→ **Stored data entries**
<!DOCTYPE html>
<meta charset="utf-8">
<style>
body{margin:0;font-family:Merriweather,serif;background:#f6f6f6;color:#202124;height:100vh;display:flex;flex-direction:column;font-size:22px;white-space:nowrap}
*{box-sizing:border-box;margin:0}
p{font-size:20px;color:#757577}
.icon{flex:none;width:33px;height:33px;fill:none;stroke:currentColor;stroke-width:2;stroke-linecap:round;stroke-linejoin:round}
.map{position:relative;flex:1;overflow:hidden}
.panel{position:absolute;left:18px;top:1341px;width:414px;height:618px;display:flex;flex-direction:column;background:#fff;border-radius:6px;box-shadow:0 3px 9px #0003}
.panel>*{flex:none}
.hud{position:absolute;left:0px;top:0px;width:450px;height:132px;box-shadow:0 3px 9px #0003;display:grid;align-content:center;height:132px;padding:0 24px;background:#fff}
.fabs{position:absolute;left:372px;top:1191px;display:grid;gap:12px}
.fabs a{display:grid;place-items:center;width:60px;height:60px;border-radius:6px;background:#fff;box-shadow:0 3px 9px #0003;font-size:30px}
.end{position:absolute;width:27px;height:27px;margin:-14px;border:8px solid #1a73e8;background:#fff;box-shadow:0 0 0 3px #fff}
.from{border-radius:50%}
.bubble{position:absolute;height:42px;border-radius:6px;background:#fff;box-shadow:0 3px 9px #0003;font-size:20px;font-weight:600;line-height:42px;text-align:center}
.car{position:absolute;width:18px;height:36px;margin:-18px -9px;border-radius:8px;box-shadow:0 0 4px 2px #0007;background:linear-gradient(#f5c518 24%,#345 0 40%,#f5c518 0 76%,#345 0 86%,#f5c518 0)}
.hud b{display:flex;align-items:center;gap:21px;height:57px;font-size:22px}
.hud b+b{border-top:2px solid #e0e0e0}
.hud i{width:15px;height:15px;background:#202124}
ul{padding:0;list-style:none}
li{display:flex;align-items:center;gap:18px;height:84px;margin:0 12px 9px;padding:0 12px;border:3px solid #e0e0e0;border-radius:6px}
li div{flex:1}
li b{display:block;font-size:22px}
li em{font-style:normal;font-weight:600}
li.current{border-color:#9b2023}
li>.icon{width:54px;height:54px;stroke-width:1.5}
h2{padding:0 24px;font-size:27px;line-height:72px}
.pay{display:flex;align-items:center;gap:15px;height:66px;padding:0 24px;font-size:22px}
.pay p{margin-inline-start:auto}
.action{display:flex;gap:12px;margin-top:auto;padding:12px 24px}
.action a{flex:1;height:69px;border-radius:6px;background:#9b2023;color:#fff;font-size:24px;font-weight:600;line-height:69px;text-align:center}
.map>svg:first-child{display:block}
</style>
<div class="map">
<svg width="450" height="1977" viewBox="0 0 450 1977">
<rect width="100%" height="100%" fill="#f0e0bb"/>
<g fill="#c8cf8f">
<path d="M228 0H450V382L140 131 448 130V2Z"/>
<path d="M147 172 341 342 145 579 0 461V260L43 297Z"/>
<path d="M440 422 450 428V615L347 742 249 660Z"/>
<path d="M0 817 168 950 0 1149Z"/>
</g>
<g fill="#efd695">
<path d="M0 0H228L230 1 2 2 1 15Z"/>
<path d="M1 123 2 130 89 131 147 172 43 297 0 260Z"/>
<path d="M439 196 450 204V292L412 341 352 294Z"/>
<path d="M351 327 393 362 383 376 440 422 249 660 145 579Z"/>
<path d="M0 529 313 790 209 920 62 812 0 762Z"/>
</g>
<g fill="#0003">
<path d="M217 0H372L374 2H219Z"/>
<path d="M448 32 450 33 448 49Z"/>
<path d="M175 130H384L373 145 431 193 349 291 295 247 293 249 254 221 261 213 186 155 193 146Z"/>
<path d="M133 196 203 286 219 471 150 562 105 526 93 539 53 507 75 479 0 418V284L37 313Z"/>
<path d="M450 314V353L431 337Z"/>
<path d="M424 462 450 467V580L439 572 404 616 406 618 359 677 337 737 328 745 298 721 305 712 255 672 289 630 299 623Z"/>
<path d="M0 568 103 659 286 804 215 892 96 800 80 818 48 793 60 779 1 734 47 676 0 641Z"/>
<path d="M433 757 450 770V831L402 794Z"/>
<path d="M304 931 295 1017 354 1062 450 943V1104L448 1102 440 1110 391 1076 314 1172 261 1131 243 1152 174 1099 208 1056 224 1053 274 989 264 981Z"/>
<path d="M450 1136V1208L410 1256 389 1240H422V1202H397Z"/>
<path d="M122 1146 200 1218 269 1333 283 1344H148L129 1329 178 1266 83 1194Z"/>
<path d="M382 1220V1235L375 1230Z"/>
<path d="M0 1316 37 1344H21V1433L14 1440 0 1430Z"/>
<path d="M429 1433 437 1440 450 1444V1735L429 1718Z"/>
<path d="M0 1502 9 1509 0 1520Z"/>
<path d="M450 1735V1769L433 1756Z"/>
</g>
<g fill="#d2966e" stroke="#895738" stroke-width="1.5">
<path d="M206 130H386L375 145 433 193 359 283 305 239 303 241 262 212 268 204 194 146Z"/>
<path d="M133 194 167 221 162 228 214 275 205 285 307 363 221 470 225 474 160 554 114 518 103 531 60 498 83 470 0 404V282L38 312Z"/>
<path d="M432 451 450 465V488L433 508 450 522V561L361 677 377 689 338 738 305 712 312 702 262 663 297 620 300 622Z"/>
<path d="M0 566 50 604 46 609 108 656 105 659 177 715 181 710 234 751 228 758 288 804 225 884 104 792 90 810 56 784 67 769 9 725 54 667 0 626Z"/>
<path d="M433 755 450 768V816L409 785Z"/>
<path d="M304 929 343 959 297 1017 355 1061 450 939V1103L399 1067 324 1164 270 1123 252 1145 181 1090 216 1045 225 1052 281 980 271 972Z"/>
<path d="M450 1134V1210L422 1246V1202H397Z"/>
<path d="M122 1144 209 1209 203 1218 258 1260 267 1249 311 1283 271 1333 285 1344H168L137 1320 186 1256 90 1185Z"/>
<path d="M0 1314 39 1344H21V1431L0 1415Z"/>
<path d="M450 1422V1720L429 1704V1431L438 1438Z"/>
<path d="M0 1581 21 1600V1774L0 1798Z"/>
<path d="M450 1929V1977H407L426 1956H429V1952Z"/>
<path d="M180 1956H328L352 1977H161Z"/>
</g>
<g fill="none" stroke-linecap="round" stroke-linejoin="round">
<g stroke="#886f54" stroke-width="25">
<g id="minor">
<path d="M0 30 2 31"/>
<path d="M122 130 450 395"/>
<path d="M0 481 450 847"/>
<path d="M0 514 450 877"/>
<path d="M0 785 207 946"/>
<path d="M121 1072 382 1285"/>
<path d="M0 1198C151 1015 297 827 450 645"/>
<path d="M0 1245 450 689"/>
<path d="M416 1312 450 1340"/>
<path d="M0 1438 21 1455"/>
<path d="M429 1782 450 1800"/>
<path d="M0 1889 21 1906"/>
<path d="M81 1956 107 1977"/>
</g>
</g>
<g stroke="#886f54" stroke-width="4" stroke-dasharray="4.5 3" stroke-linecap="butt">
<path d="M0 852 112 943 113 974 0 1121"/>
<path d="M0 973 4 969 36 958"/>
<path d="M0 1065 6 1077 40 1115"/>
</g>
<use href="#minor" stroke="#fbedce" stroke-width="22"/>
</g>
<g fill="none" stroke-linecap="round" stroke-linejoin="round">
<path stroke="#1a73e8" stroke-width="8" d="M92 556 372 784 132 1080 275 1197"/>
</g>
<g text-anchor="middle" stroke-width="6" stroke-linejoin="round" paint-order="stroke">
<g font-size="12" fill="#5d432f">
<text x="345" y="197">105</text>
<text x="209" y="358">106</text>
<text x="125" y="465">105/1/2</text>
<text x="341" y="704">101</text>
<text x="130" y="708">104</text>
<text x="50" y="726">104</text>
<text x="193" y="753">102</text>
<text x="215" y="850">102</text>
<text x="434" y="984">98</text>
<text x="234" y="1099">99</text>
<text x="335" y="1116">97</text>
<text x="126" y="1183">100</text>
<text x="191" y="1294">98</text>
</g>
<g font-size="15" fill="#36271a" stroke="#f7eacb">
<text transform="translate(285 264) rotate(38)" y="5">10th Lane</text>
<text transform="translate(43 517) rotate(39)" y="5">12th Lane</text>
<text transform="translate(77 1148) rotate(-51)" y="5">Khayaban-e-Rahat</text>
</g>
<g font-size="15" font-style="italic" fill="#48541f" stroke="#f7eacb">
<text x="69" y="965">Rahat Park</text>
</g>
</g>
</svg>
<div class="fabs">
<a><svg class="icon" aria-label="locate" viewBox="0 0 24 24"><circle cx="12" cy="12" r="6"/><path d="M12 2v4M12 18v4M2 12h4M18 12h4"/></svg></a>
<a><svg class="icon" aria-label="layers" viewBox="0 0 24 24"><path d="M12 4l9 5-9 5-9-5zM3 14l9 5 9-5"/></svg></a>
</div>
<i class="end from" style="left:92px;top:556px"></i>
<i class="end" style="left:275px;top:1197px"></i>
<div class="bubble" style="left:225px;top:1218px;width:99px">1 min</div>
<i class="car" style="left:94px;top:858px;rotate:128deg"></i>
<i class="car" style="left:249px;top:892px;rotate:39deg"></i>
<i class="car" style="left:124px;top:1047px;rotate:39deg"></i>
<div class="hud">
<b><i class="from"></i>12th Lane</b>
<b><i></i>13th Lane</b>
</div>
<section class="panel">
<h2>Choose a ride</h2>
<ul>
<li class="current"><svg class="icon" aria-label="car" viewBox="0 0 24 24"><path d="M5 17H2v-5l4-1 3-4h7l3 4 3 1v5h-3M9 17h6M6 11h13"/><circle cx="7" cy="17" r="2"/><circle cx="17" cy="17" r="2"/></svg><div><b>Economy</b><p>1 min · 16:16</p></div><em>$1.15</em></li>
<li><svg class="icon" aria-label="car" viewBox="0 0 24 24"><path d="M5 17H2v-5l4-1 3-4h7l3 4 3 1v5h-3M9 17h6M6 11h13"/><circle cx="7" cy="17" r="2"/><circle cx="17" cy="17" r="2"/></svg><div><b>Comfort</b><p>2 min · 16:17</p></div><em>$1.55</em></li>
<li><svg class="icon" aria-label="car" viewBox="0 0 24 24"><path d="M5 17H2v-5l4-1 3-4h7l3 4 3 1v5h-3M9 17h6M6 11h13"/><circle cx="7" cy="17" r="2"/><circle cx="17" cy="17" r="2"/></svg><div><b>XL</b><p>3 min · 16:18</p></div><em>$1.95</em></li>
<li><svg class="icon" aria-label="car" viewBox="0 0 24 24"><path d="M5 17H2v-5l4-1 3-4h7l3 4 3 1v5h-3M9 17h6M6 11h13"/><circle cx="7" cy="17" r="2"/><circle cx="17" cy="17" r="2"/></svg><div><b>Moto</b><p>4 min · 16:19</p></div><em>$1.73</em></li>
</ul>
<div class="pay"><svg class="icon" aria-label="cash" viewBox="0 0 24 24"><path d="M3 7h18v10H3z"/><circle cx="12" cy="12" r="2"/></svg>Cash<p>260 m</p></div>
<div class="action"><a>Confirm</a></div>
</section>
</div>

→ **Action item**
Only lines holding the word "fabs" belong in the answer; copy all of them from the records.

→ **Result of the task**
.fabs{position:absolute;left:372px;top:1191px;display:grid;gap:12px}
.fabs a{display:grid;place-items:center;width:60px;height:60px;border-radius:6px;background:#fff;box-shadow:0 3px 9px #0003;font-size:30px}
<div class="fabs">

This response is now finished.